Predictor variables can have any marginal distribution as long as a function is provided to sample from the distribution. Multivariate distributions are also supported: if the random generation function returns multiple columns, multiple random variables will be created. If the columns are named, the random variables will be named accordingly; otherwise, they will be successively numbered.
Arguments
- dist
Function to generate draws from this predictor's distribution, provided as a function or as a string naming the function.
- ...
Additional arguments to pass to
dist
when generating draws.
Value
A predictor_dist
object, to be used in population()
to specify a
population distribution
Details
The random generation function must take an argument named n
specifying the
number of draws. For univariate distributions, it should return a vector of
length n
; for multivariate distributions, it should return an array or
matrix with n
rows and a column per variable.
Multivariate predictors are successively numbered. For instance, if predictor
X
is specified with
library(mvtnorm)
predictor(dist = rmvnorm, mean = c(0, 1),
sigma = matrix(c(1, 0.5, 0.5, 1), nrow = 2))
then the population predictors will be named X1
and X2
, and will have
covariance 0.5.
If the multivariate predictor has named columns, the names will be used
instead.

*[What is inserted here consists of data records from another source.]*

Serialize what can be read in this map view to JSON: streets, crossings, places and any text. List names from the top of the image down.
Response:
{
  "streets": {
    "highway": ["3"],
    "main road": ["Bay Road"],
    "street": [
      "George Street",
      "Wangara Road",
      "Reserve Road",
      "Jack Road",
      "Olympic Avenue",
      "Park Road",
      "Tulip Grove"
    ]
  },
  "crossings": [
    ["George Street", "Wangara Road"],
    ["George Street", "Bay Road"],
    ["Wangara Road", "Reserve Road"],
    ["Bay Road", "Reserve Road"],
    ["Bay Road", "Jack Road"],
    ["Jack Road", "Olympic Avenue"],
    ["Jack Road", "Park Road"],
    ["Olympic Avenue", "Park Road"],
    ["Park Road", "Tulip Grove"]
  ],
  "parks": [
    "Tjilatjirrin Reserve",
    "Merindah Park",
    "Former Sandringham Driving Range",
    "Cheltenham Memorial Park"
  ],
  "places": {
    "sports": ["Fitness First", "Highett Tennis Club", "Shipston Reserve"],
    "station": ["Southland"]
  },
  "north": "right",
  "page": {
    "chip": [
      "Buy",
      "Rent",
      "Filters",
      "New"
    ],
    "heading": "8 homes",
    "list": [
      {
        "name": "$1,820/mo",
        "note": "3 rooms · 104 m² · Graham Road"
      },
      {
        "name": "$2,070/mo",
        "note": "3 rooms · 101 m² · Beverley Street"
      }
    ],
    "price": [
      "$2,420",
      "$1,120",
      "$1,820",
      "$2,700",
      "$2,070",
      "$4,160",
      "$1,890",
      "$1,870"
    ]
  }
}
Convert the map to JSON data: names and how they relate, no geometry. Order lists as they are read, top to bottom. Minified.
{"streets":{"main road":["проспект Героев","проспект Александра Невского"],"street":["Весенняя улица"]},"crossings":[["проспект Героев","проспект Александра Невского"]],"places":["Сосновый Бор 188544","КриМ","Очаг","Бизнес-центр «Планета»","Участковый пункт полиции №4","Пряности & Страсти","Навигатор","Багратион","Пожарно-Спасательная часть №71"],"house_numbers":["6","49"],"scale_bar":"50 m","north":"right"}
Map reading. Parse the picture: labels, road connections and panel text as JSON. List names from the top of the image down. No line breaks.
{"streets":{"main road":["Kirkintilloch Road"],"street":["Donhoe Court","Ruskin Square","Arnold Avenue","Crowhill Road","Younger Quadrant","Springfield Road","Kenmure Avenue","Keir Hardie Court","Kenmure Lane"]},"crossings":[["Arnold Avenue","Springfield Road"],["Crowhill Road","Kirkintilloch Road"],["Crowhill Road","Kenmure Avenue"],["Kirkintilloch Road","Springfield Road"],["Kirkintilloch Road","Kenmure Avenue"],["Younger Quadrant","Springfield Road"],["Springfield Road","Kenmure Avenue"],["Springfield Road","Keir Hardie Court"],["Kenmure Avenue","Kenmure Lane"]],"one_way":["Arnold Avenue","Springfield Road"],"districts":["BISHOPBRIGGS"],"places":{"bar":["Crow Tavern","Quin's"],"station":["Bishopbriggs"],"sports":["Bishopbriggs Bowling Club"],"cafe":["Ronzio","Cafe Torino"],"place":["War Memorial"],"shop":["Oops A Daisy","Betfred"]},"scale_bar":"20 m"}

For instance, if predictor X
generates a matrix with columns A
and B
, the population predictors will be named XA
and XB
.
Examples
# Univariate normal distribution
predictor(dist = rnorm, mean = 10, sd = 2.5)
#> rnorm(list(mean = 10, sd = 2.5))
# Multivariate normal distribution
library(mvtnorm)
predictor(dist = rmvnorm, mean = c(0, 1, 7))
#> rmvnorm(list(mean = c(0, 1, 7)))
# Multivariate with named columns
rmulti <- function(n) {
cbind(treatment = rbinom(n, size = 1, prob = 0.5),
confounder = rnorm(n)
)
}
predictor(dist = rmulti)
#> rmulti()